▸ **Records for this exercise**
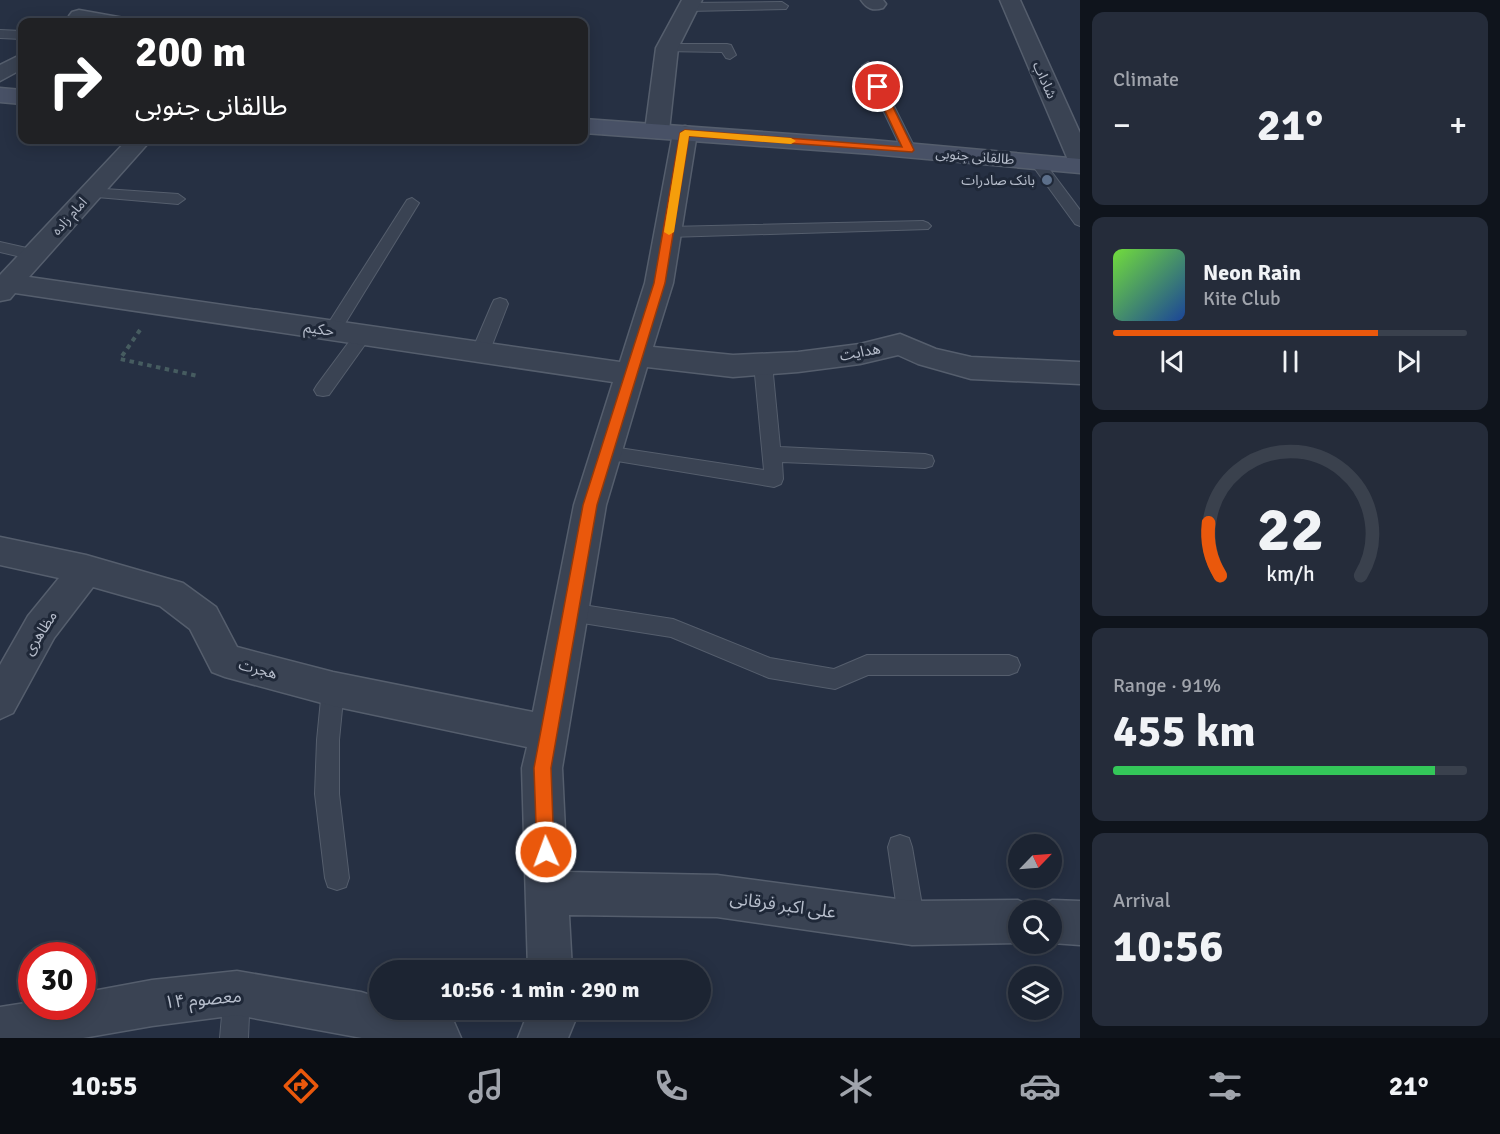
<!DOCTYPE html>
<html lang="en">
<head>
<meta charset="utf-8">
<style>
  :root { --surface:#1c2432; --page:#252c3a; --text:#f1f3f6; --muted:#a0a4ac; --line:#3a414d; --accent:#ea580c }
  body { margin:0; font-family:Signika,"Noto Sans Arabic",sans-serif; background:var(--page); color:var(--text); height:100vh; display:flex; flex-direction:column; font-size:22px; white-space:nowrap }
  * { box-sizing:border-box; margin:0 }
  p { font-size:20px; color:var(--muted) }
  .icon { flex:none; width:33px; height:33px; fill:none; stroke:currentColor; stroke-width:2; stroke-linecap:round; stroke-linejoin:round }
  .map { position:relative; flex:1; overflow:hidden }
  .details { display:flex; flex-direction:column; gap:12px; padding:12px; background:#0f141c; width:420px }
  .details>* { flex:none }
  .banner { position:absolute; left:18px; top:18px; width:570px; height:126px; border-radius:12px; box-shadow:0 3px 15px #0003,0 0 0 2px var(--line); background:#202124; color:#fff; overflow:hidden }
  .needle { width:39px; rotate:65deg }
  .fabs { position:absolute; left:1008px; top:834px; display:grid; gap:12px }
  .fabs a { display:grid; place-items:center; width:54px; height:54px; border-radius:50%; background:var(--surface); box-shadow:0 3px 15px #0003,0 0 0 2px var(--line); font-size:30px }
  .speed { position:absolute; left:18px; top:942px; display:flex; gap:12px; font-size:30px; font-weight:700; text-align:center }
  .speed>* { display:grid; place-content:center; width:78px; height:78px; border-radius:50%; background:var(--surface); box-shadow:0 3px 15px #0003,0 0 0 2px var(--line); line-height:1 }
  .speed .limit { border:9px solid #d22; background:#fff; color:#111 }
  .pin { position:absolute; display:grid; place-items:center; width:51px; height:51px; color:#fff; margin:-26px; border:3px solid #fff; border-radius:50%; box-shadow:0 2px 6px #0007 }
  .me { position:absolute; width:66px; margin:-33px; rotate:358deg; stroke-linejoin:round; filter:drop-shadow(0 0 4px #0008) }
  .turn { display:flex; align-items:center; gap:21px; height:126px; padding:0 18px; font-size:27px }
  .turn .icon { width:78px; height:78px; stroke-width:2.5 }
  .turn b { display:block; font-size:42px; line-height:51px }
  .big { font-size:45px; font-weight:700; line-height:1.1 }
  .details .tile { flex:1; display:flex; flex-direction:column; justify-content:center; gap:9px; min-width:0; padding:0 21px; border-radius:12px; background:var(--page) }
  .details .dial { align-items:center; gap:0 }
  .dial svg { height:156px; overflow:visible; fill:none; stroke:var(--line); stroke-width:7; stroke-linecap:round; text-anchor:middle }
  .dial text { fill:var(--text); stroke:none }
  .song { display:flex; align-items:center; gap:18px }
  .cover { width:72px; height:72px; border-radius:9px; background:linear-gradient(135deg,hsl(100 70% 55%),hsl(220 70% 35%)) }
  .played { height:6px; border-radius:3px; background:linear-gradient(90deg,var(--accent) 75%,var(--line) 75%) }
  .keys { display:flex; justify-content:space-around; direction:ltr }
  .heat { display:flex; justify-content:space-between; align-items:center; font-size:33px; direction:ltr }
  .charge { height:9px; border-radius:4px; background:linear-gradient(90deg,#34c759 91%,var(--line) 0) }
  .trip { position:absolute; left:369px; top:960px; width:342px; height:60px; border-radius:30px; background:var(--surface); box-shadow:0 3px 15px #0003,0 0 0 2px var(--line); font-weight:700; line-height:60px; text-align:center }
  .menu { display:flex; height:96px; justify-content:space-around; align-items:center; background:#0b0e14; color:var(--muted) }
  .menu .icon { width:42px; height:42px }
  .menu .current { color:var(--accent) }
  .menu b { font-size:27px; color:var(--text) }
  main { display:flex; flex:1; min-height:0 }
  .map>svg:first-child { display:block }
  .lines { fill:none; stroke-linecap:round; stroke-linejoin:round }
  .lane-casing { stroke:#555e6d; stroke-width:2 }
  .street-casing { stroke:#555e6d; stroke-width:3 }
  .secondary-casing { stroke:#555e6d; stroke-width:3 }
  .path { stroke:#465c60; stroke-width:4; stroke-dasharray:4.5 4.5; stroke-linecap:butt }
  .lane { fill:#3a4353; fill-rule:evenodd }
  .street { fill:#3a4353; fill-rule:evenodd }
  .secondary { fill:#485166; fill-rule:evenodd }
  .route { fill:#ea580c; stroke:#983908; stroke-width:1.5 }
  .slow { fill:#f59e0b }
  .service-dot { fill:#5c6f8a; stroke:#1f2838; stroke-width:2 }
  .labels { text-anchor:middle; stroke-width:6; stroke-linejoin:round; paint-order:stroke }
  .far-street-label { font-size:14px; fill:#b7becc; stroke:#1f2838 }
  .far-poi-label { font-size:14px; fill:#b7becc; stroke:#1f2838; text-anchor:end }
  .street-label { font-size:15px; fill:#b7becc; stroke:#1f2838 }
  .near-street-label { font-size:18px; fill:#b7becc; stroke:#1f2838 }
</style>
</head>
<body>
<main>
<div class="map">
<svg width="1080" height="1038" viewBox="0 0 1080 1038">
  <rect width="100%" height="100%" fill="#263043"/>
  <g class="lines">
    <g class="lane-casing">
      <g id="lane">
        <polygon points="782,2 788,6 786,9 688,11 682,7 688,3"/>
        <polygon points="0,30 22,31 22,39 0,38"/>
        <polygon points="667,44 727,44 731,45 736,55 730,59 726,58 722,52 663,51 661,48"/>
        <polygon points="868,62 874,66 916,150 914,153 909,154 902,150 862,66"/>
        <polygon points="1037,158 1042,159 1080,210 1080,226 1075,224 1030,162"/>
        <polygon points="90,188 178,194 185,199 178,204 85,196 83,193 85,190"/>
        <polygon points="412,198 419,203 338,335 326,335 324,331 326,327 407,200"/>
        <polygon points="923,221 928,223 931,226 928,229 669,237 661,232 669,227"/>
        <polygon points="0,242 40,251 42,255 34,260 0,252"/>
        <polygon points="500,298 506,300 508,304 489,353 486,357 474,357 471,353 492,304 494,300"/>
        <polygon points="363,329 369,331 371,335 369,339 329,395 323,396 317,395 314,390 317,385 357,331"/>
        <polygon points="763,358 769,360 772,364 780,447 925,454 932,456 934,461 932,466 925,468 782,462 783,479 781,484 774,487 599,458 597,453 599,448 606,446 764,470 754,364 757,360"/>
        <polygon points="570,603 673,619 770,658 834,669 867,655 1009,655 1017,658 1020,665 1017,672 1009,675 868,675 835,689 769,678 671,637 570,621 563,618 560,612 563,606"/>
        <polygon points="333,679 341,682 344,689 339,740 339,794 349,878 346,887 337,890 328,887 325,878 315,794 317,740 322,689 325,682"/>
        <polygon points="900,835 909,838 912,847 925,923 921,932 912,936 903,932 899,923 888,847 891,838"/>
        <polygon points="237,980 246,984 250,993 248,1038 220,1038 224,993 228,984"/>
      </g>
    </g>
    <g class="street-casing">
      <g id="street">
        <polygon points="682,0 702,0 678,48 669,131 665,136 657,138 649,136 645,131 656,48"/>
        <path d="M861 0H883L886 4 883 8C873 11 867 9 861 0Z"/>
        <polygon points="1000,0 1020,0 1080,133 1080,167 1072,165 1068,160"/>
        <polygon points="79,10 124,18 127,22 82,22 72,20 69,16 72,12"/>
        <polygon points="22,54 22,69 0,81 0,65"/>
        <polygon points="685,126 693,128 697,133 673,283 653,347 733,355 798,352 860,344 900,334 936,349 971,357 1080,362 1080,384 971,379 918,364 898,355 860,364 798,372 733,377 647,367 606,505 562,768 567,872 717,875 912,901 1018,900 1033,907 1035,910 1018,910 1018,943 912,945 717,917 569,915 572,970 528,970 522,768 527,747 333,706 225,677 212,672 190,629 160,606 93,587 54,638 13,713 0,719 0,665 28,616 59,578 0,565 0,537 86,555 183,583 216,607 237,647 333,672 533,712 574,505 613,382 15,293 10,299 0,301 0,275 127,140 151,140 29,277 620,362 645,283 673,133 677,128"/>
        <polygon points="1052,900 1080,901 1080,945 1052,943 1052,910 1035,910 1037,907"/>
        <path d="M237 971 361 992 380 998V1010C410 1010 425 1010 454 1022L461 1038H362L237 1015 152 1026 83 1038H0V1007L32 1002V1006H82V993L152 980Z"/>
        <polygon points="529,1010 574,1010 575,1021 568,1038 518,1038"/>
      </g>
    </g>
    <g class="secondary-casing">
      <g id="secondary">
        <polygon points="0,88 22,90 22,104 0,102"/>
        <polygon points="584,119 872,140 1080,159 1080,173 872,154 584,133"/>
      </g>
    </g>
    <polyline class="path" points="140,330 120,359 198,376"/>
    <use href="#lane" class="lane"/>
    <use href="#street" class="street"/>
    <use href="#secondary" class="secondary"/>
  </g>
  <polygon class="route" points="878,84 883,87 914,150 912,152 689,136 665,283 597,505 551,768 554,852 552,858 546,860 540,858 537,852 534,768 583,505 654,283 680,133 685,130 902,147 874,87"/>
  <polygon class="slow" points="685,130 791,138 796,141 791,144 689,136 674,232 669,235 664,232 680,133"/>
  <circle class="service-dot" cx="1047" cy="180" r="6"/>
  <g class="labels">
    <g class="far-street-label">
      <text transform="translate(1045 80) rotate(66)" y="5">شاداب</text>
      <text transform="translate(975 156) rotate(5)" y="5">طالقانی جنوبی</text>
      <text transform="translate(69 216) rotate(-48)" y="5">امام زاده</text>
    </g>
    <g class="far-poi-label">
      <text x="1035" y="185">بانک صادرات</text>
    </g>
    <g class="street-label">
      <text transform="translate(319 329) rotate(8)" y="5">حکیم</text>
      <text transform="translate(860 352) rotate(-11)" y="5">هدایت</text>
      <text transform="translate(40 633) rotate(-57)" y="5">مظاهری</text>
      <text transform="translate(258 669) rotate(15)" y="5">هجرت</text>
    </g>
    <g class="near-street-label">
      <text transform="translate(783 905) rotate(8)" y="6">علی اکبر فرقانی</text>
      <text transform="translate(203 999) rotate(-5)" y="6">۱۴ معصوم</text>
    </g>
  </g>
</svg>
<div class="fabs">
<a><svg class="needle" viewBox="-14 -14 28 28"><path d="M0-13l5 13h-10z" fill="#e53935"/><path d="M0 13l5-13h-10z" fill="#a0a4ac"/></svg></a>
<a><svg class="icon" aria-label="search" viewBox="0 0 24 24"><circle cx="10" cy="10" r="6"/><path d="M15 15l6 6"/></svg></a>
<a><svg class="icon" aria-label="layers" viewBox="0 0 24 24"><path d="M12 4l9 5-9 5-9-5zM3 14l9 5 9-5"/></svg></a>
</div>
<div class="speed"><div class="limit">30</div></div>
<div class="pin" style="left:878px;top:87px;background:#d93025"><svg class="icon" aria-label="arrive" viewBox="0 0 24 24"><path d="M6 21V4h12l-3 4 3 4H6"/></svg></div>
<svg class="me" style="left:546px;top:852px" viewBox="-20 -20 40 40"><circle r="17" fill="#ea580c" stroke="#fff" stroke-width="3"/><path d="M0-11L8 9 0 5-8 9z" fill="#fff"/></svg>
<div class="trip">10:56 · 1 min · 290 m</div>
<div class="banner">
<div class="turn"><svg class="icon" aria-label="right" viewBox="0 0 24 24"><path d="M7 20v-9h11M14 6l5 5-5 5"/></svg><div><b>200 m</b>طالقانی جنوبی</div></div>
</div>
</div>
<section class="details">
<div class="tile"><p>Climate</p>
<div class="heat"><a>−</a><b class="big">21°</b><a>+</a></div>
</div>
<div class="tile">
<div class="song"><i class="cover"></i><div><b>Neon Rain</b><p>Kite Club</p></div></div>
<div class="played"></div>
<div class="keys"><svg class="icon" aria-label="previous" viewBox="0 0 24 24"><path d="M18 5L8 12l10 7zM5 5v14"/></svg><svg class="icon" aria-label="pause" viewBox="0 0 24 24"><path d="M8 5v14M16 5v14"/></svg><svg class="icon" aria-label="next" viewBox="0 0 24 24"><path d="M6 5l10 7-10 7zM19 5v14"/></svg></div>
</div>
<div class="tile dial"><svg viewBox="0 0 100 80">
<path d="M14 69A42 42 0 1 1 86 69"/>
<path d="M14 69A42 42 0 0 1 8 42" stroke="#ea580c"/>
<text x="50" y="56" font-size="32" font-weight="700">22</text>
<text x="50" y="72" font-size="11">km/h</text>
</svg></div>
<div class="tile"><p>Range · 91%</p><b class="big">455 km</b><div class="charge"></div></div>
<div class="tile"><p>Arrival</p><b class="big">10:56</b></div>
</section>
</main>
<nav class="menu">
<b>10:55</b>
<svg class="icon current" aria-label="directions" viewBox="0 0 24 24"><path d="M12 3l9 9-9 9-9-9zM9 14v-3h6M13 9l2 2-2 2"/></svg>
<svg class="icon" aria-label="music" viewBox="0 0 24 24"><path d="M9 18V5l10-2v13"/><circle cx="6" cy="18" r="3"/><circle cx="16" cy="16" r="3"/></svg>
<svg class="icon" aria-label="phone" viewBox="0 0 24 24"><path d="M5 4h4l2 5-3 2q2 4 5 5l2-3 5 2v4C11 20 4 13 5 4z"/></svg>
<svg class="icon" aria-label="climate" viewBox="0 0 24 24"><path d="M12 3v18M4 7l16 10M4 17L20 7"/></svg>
<svg class="icon" aria-label="car" viewBox="0 0 24 24"><path d="M5 17H2v-5l4-1 3-4h7l3 4 3 1v5h-3M9 17h6M6 11h13"/><circle cx="7" cy="17" r="2"/><circle cx="17" cy="17" r="2"/></svg>
<svg class="icon" aria-label="filters" viewBox="0 0 24 24"><path d="M4 7h16M4 17h16"/><circle cx="9" cy="7" r="2"/><circle cx="15" cy="17" r="2"/></svg>
<b>21°</b>
</nav>
</body>
</html>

▸ **Instructions for the task**
Only lines that include "accent" belong in the answer; return them from the entries above.

▸ **Your response**
  :root { --surface:#1c2432; --page:#252c3a; --text:#f1f3f6; --muted:#a0a4ac; --line:#3a414d; --accent:#ea580c }
  .played { height:6px; border-radius:3px; background:linear-gradient(90deg,var(--accent) 75%,var(--line) 75%) }
  .menu .current { color:var(--accent) }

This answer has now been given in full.